#### [Task instructions]
Of all the lines in the records below, copy only those that contain the string "grid".
┄┄┄┄┄┄
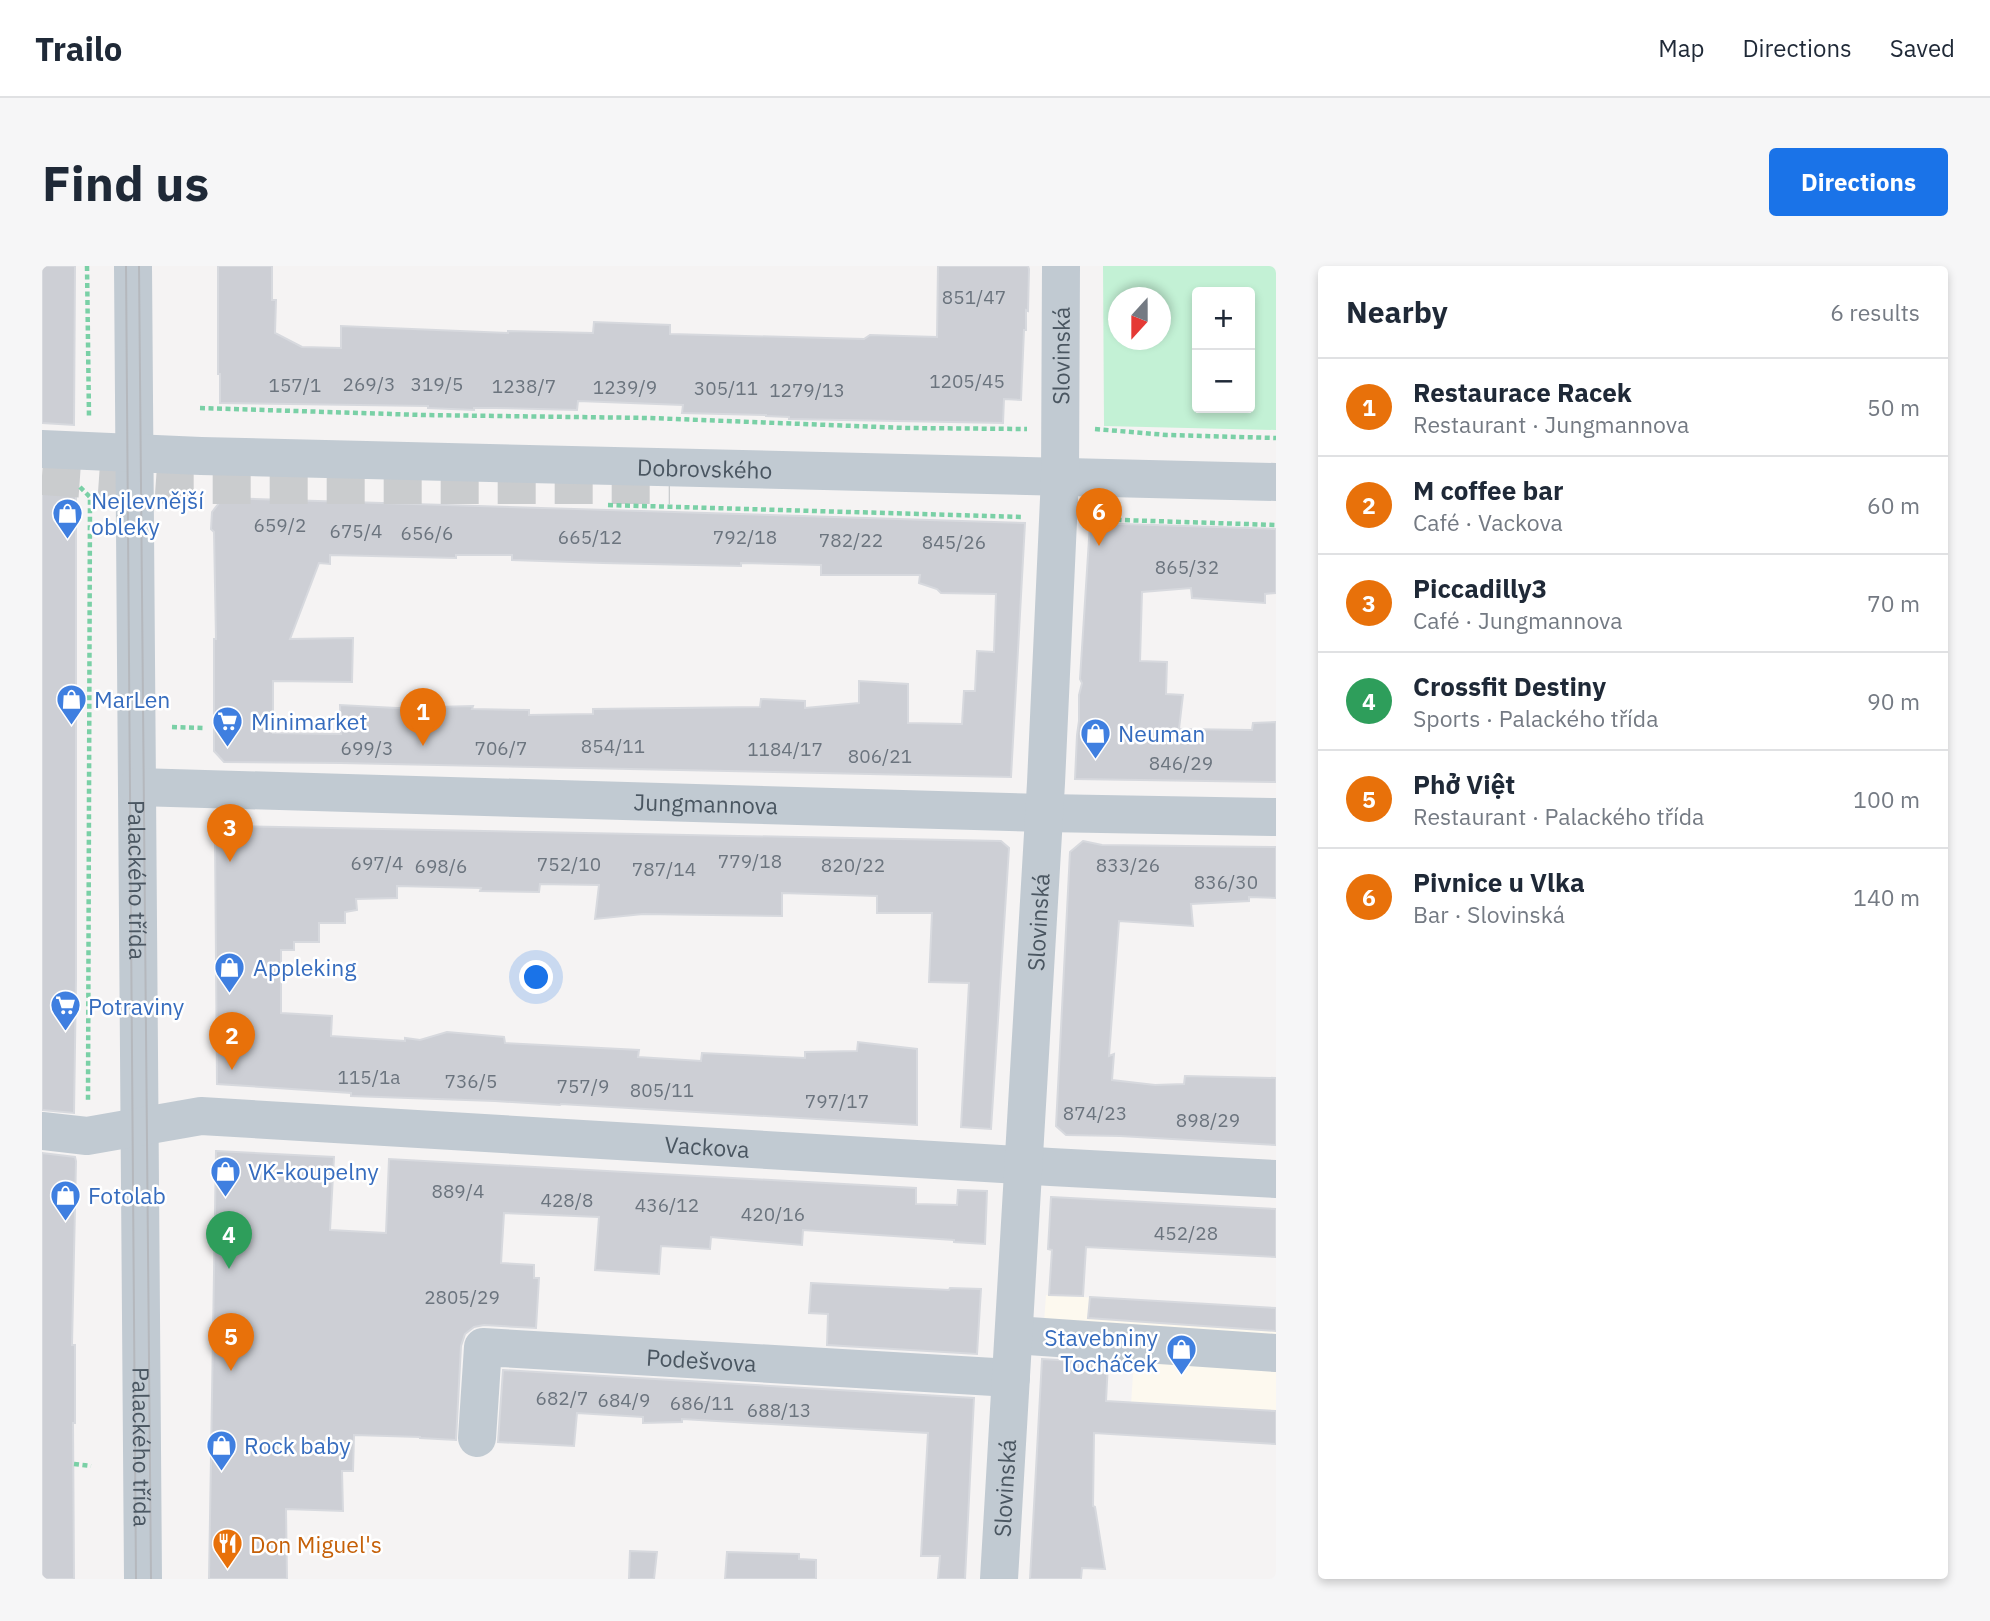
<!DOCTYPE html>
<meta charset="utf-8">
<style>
body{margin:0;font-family:"IBM Plex Sans",sans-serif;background:#f6f6f7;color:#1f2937}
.controls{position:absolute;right:21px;top:21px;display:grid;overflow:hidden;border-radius:7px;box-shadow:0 4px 10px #0003}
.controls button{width:63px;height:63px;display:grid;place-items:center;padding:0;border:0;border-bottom:2px solid #e0e1e3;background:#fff;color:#1f2937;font:35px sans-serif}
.compass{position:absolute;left:1066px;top:21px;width:63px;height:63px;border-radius:50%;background:#fff;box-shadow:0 4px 10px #0003;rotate:201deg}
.you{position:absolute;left:495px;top:712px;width:24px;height:24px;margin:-18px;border:5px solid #fff;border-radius:50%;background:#1a73e8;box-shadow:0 0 0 10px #1a73e833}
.badge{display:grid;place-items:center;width:46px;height:46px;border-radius:50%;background:#1a73e8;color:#fff;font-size:23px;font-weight:700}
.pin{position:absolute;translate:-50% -58px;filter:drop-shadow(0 2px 4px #0008)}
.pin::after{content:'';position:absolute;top:37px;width:24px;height:21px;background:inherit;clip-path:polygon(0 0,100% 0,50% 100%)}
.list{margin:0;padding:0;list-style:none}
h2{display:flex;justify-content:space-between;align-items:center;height:91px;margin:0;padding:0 28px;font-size:30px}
h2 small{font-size:23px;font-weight:400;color:#747a83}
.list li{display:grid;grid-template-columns:46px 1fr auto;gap:21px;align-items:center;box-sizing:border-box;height:98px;padding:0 28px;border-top:2px solid #e0e1e3}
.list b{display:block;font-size:26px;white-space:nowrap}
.list p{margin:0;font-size:23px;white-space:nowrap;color:#747a83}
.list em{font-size:23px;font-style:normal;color:#747a83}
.map{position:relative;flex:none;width:1234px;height:1313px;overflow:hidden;border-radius:7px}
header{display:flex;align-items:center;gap:42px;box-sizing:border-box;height:98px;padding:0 35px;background:#fff;border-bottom:2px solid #e0e1e3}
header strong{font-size:33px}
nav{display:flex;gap:38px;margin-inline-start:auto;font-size:24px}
.intro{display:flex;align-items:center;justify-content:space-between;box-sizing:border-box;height:168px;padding:0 42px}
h1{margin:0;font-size:49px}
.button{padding:18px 32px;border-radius:7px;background:#1a73e8;color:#fff;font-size:24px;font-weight:700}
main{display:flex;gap:42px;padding:0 42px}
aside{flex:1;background:#fff;border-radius:7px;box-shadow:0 4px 10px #0003}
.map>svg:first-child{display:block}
.commercial{fill:#fdf9ef}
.green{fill:#c3f1d5;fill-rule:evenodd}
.building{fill:#cdcfd5;stroke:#d7d9de;stroke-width:2;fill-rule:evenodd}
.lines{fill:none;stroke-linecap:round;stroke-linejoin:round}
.highway-tunnel{stroke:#caccce;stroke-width:38;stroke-dasharray:38 19;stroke-linecap:butt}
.path{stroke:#7ad0a6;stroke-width:4.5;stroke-dasharray:5 3.5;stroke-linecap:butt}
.minor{stroke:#c1cad2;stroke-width:38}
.tram{stroke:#b5b8bd;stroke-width:2}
.labels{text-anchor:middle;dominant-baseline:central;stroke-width:5;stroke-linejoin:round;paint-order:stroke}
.number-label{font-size:19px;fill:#6b747e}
.street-label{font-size:23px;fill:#4a5661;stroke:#fff}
.shop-label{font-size:23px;fill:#366cbe;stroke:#fff;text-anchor:start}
.food-label{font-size:23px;fill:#c56008;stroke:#fff;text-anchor:start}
</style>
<header>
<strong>Trailo</strong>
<nav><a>Map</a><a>Directions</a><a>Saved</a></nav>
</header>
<div class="intro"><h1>Find us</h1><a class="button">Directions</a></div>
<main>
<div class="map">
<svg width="1234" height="1313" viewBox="0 0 1234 1313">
<rect width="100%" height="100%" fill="#f5f3f3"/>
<path class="commercial" d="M1004,1029L1234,1042V1178L1087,1169L1092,1093L1001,1071Z"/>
<path class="green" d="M1061,0H1234V164L1062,160ZM1155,26H1208V142H1155ZM1076,32H1118V74H1076Z"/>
<path class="building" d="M0,0H33L32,159L0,157Z
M176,0H230V34H234L233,67L260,81L299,82V60L466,67V65L551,67L552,56L628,59V68L822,73L828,69L895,71L896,0H986L987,3L986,45L984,44V64H982L979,134L962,133L961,157L747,153V151L724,150V149L640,147L641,139L536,135L535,144L453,142H432V144L386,142V140L178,137V108H176Z
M0,221L34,224V713L32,847L0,844Z
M181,232L983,257L969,511L299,497L182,496L172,485V373H174L172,266L169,263L170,246ZM288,289L414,292V289H470V294L561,297L699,300V297L779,299V309H878L877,317L895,323L899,327L954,328L952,386L935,385L933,425H922L920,458L866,457V418L817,415V437L763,442V435L719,433L718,441L551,443V448L487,449V444L430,443L431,440L355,442L298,439L299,468L231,467V415L310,416L311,372L248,373L277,297L288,298Z
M1048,258H1080L1234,263V327L1223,328V337L1150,332L1149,322L1100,326L1098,395L1125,396L1124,428L1141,429L1137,463L1210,464L1211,457L1234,456V516L1033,513L1035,469L1037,455V429L1040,417L1038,413Z
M184,560L959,575L967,582L949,863L919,861L927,717L887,716L890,647H835V630L740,627V650L601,648L553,653L557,619L498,618L497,626L438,625L439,622L355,620V632L314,633L315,644L303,646V657H277V676H252V684H239V747L290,750L289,770L363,775V772L378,774L405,766L462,771L463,777L597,784L596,791L659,795L660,787L763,792V786L815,785L816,776L875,783V859L519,838L518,839L453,835L309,830V827L175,818L173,570Z
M1041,575L1060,579L1234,581V632L1207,631V635L1149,638L1151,660L1077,655L1067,790L1072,788L1070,814L1113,819L1142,818L1143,810L1234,812V879L1078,870L1024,869L1014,860L1028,586Z
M174,885L292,891L288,964L344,967L347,893L874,922V938L915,939L916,924L945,925L943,978L912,976V974L761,964L760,979L669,971L668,983L619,980L617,1008L553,1004L557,951L462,947L459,997L492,999V1012H497L494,1062L442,1059L432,1061L423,1068L419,1080L414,1174L378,1172V1171L312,1169L311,1205H300L301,1245L244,1243L245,1313H167Z
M0,887L33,891L34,895L30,1079H33V1157H31L32,1313H0Z
M1009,931L1234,943V991L1044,981L1041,1030L1007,1029L1010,984L1006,983Z
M769,1017L907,1024L908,1022L939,1023L935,1088L785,1079L786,1048L767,1047Z
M1048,1031L1234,1042V1065L1046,1052Z
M1000,1093L1066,1097L1064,1135L1234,1145V1178L1052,1167L1051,1240L1053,1241L1063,1303L1040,1302L1039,1313H988Z
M461,1104L932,1132L923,1313H896L898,1290H879L886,1167L640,1153V1156L601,1157V1151L535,1147L532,1180L456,1176Z
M588,1285L615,1286L612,1313H587Z
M685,1286L757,1288V1293L774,1294V1313H683Z"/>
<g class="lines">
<path class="highway-tunnel" d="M0,210L129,219H628"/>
<path class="path" d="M45,0L47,151
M158,142L381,149L608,152L863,162L985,163
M1053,163L1125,169L1234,172
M38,221L48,231L46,835
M566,239L981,251
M1049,253L1234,259
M130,461L161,462
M32,1198L49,1200"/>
<g class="minor">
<path id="s1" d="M91,0L101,1313"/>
<path id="s2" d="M0,183L159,190L1234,216"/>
<path id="s3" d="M95,521L1003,547L1234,551"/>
<path id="s4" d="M0,865L45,870L159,850L1009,901L1234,913"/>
<path d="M972,1069L1234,1087"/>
<path id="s5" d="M435,1172L441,1081L969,1112"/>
<path id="s6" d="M957,1313L1004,517L1018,211L1019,0"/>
</g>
<path class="tram" d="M84,0L94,1313
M97,0L109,1313"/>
</g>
<defs>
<symbol id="shop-pin" viewBox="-11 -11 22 30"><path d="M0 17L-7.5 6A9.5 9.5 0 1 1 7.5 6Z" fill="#3f7fe0" stroke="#fff"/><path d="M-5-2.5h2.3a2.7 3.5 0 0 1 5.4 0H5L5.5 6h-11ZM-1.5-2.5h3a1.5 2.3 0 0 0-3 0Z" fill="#fff"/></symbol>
<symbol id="supermarket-pin" viewBox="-11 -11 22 30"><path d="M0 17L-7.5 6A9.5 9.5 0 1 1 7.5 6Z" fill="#3f7fe0" stroke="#fff"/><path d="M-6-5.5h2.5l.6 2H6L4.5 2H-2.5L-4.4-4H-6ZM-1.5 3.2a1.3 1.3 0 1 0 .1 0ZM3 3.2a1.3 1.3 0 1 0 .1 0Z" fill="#fff"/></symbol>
<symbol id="restaurant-pin" viewBox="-11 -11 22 30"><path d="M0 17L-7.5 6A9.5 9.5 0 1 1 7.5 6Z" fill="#e8710a" stroke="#fff"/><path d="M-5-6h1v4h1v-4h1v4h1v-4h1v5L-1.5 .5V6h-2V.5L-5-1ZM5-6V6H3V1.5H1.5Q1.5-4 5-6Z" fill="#fff"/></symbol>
</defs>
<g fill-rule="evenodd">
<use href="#shop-pin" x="8" y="230" width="35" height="47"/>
<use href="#shop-pin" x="12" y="416" width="35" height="47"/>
<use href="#supermarket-pin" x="168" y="438" width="35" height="47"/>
<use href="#shop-pin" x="1036" y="450" width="35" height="47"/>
<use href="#shop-pin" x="170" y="684" width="35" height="47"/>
<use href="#supermarket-pin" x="6" y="722" width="35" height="47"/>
<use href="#shop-pin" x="166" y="888" width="35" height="47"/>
<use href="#shop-pin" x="6" y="912" width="35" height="47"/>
<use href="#shop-pin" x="1122" y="1066" width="35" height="47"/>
<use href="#shop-pin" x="162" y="1162" width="35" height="47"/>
<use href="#restaurant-pin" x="168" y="1260" width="35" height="47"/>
</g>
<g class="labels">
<g class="number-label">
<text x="932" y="31">851/47</text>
<text x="925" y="115">1205/45</text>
<text x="327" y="118">269/3</text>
<text x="395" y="118">319/5</text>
<text x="253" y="119">157/1</text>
<text x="482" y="120">1238/7</text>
<text x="583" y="121">1239/9</text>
<text x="684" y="122">305/11</text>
<text x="765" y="124">1279/13</text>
<text x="238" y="259">659/2</text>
<text x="314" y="265">675/4</text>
<text x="385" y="267">656/6</text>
<text x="548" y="271">665/12</text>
<text x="703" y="271">792/18</text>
<text x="809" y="274">782/22</text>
<text x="912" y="276">845/26</text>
<text x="1145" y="301">865/32</text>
<text x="571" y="480">854/11</text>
<text x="325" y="482">699/3</text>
<text x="459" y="482">706/7</text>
<text x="743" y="483">1184/17</text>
<text x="838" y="490">806/21</text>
<text x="1139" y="497">846/29</text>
<text x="708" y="595">779/18</text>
<text x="335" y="597">697/4</text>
<text x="527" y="598">752/10</text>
<text x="811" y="599">820/22</text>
<text x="1086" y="599">833/26</text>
<text x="399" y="600">698/6</text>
<text x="622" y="603">787/14</text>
<text x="1184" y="616">836/30</text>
<text x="327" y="811">115/1a</text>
<text x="429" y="815">736/5</text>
<text x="541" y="820">757/9</text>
<text x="620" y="824">805/11</text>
<text x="795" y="835">797/17</text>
<text x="1053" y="847">874/23</text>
<text x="1166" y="854">898/29</text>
<text x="416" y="925">889/4</text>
<text x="525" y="934">428/8</text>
<text x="625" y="939">436/12</text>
<text x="731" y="948">420/16</text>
<text x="1144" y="967">452/28</text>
<text x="420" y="1031">2805/29</text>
<text x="520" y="1132">682/7</text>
<text x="582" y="1134">684/9</text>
<text x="660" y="1137">686/11</text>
<text x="737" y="1144">688/13</text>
</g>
<g class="street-label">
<text stroke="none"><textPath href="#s6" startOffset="1225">Slovinská</textPath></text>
<text stroke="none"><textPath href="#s2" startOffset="663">Dobrovského</textPath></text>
<text stroke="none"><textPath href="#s3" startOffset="569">Jungmannova</textPath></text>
<text stroke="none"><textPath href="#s1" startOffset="614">Palackého třída</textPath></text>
<text stroke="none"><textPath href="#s6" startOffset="658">Slovinská</textPath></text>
<text stroke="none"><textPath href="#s4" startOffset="668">Vackova</textPath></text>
<text stroke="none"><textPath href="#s5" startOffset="310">Podešvova</textPath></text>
<text stroke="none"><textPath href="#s1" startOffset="1181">Palackého třída</textPath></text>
<text stroke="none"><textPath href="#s6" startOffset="91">Slovinská</textPath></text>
</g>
<g class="shop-label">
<text x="49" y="234">Nejlevnější<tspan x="49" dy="26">obleky</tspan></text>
<text x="52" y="433">MarLen</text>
<text x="209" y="455">Minimarket</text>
<text x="1076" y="467">Neuman</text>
<text x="211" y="701">Appleking</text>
<text x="46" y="740">Potraviny</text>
<text x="206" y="905">VK-koupelny</text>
<text x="46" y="929">Fotolab</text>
<text x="1116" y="1071" text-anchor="end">Stavebniny<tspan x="1116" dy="26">Tocháček</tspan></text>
<text x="202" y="1179">Rock baby</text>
</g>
<g class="food-label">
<text x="208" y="1278">Don Miguel's</text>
</g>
</g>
</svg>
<div class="controls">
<button>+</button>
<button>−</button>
</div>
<svg class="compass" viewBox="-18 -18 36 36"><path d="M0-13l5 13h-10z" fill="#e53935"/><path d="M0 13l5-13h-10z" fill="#747a83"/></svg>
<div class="you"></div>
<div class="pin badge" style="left:381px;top:480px;background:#e8710a">1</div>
<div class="pin badge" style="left:190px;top:804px;background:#e8710a">2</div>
<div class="pin badge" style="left:188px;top:596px;background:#e8710a">3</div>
<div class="pin badge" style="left:187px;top:1003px;background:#2e9e5b">4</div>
<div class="pin badge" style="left:189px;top:1105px;background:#e8710a">5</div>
<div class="pin badge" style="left:1057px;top:280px;background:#e8710a">6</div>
</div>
<aside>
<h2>Nearby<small>6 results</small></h2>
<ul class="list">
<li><span class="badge" style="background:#e8710a">1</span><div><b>Restaurace Racek</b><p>Restaurant · Jungmannova</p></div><em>50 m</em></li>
<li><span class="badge" style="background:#e8710a">2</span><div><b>M coffee bar</b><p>Café · Vackova</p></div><em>60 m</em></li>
<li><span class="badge" style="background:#e8710a">3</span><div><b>Piccadilly3</b><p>Café · Jungmannova</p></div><em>70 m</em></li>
<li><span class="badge" style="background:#2e9e5b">4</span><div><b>Crossfit Destiny</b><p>Sports · Palackého třída</p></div><em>90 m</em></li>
<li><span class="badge" style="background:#e8710a">5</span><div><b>Phở Việt</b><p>Restaurant · Palackého třída</p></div><em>100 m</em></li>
<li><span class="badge" style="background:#e8710a">6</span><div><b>Pivnice u Vlka</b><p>Bar · Slovinská</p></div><em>140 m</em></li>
</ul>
</aside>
</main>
┄┄┄┄┄┄
#### [Output for this exercise]
.controls{position:absolute;right:21px;top:21px;display:grid;overflow:hidden;border-radius:7px;box-shadow:0 4px 10px #0003}
.controls button{width:63px;height:63px;display:grid;place-items:center;padding:0;border:0;border-bottom:2px solid #e0e1e3;background:#fff;color:#1f2937;font:35px sans-serif}
.badge{display:grid;place-items:center;width:46px;height:46px;border-radius:50%;background:#1a73e8;color:#fff;font-size:23px;font-weight:700}
.list li{display:grid;grid-template-columns:46px 1fr auto;gap:21px;align-items:center;box-sizing:border-box;height:98px;padding:0 28px;border-top:2px solid #e0e1e3}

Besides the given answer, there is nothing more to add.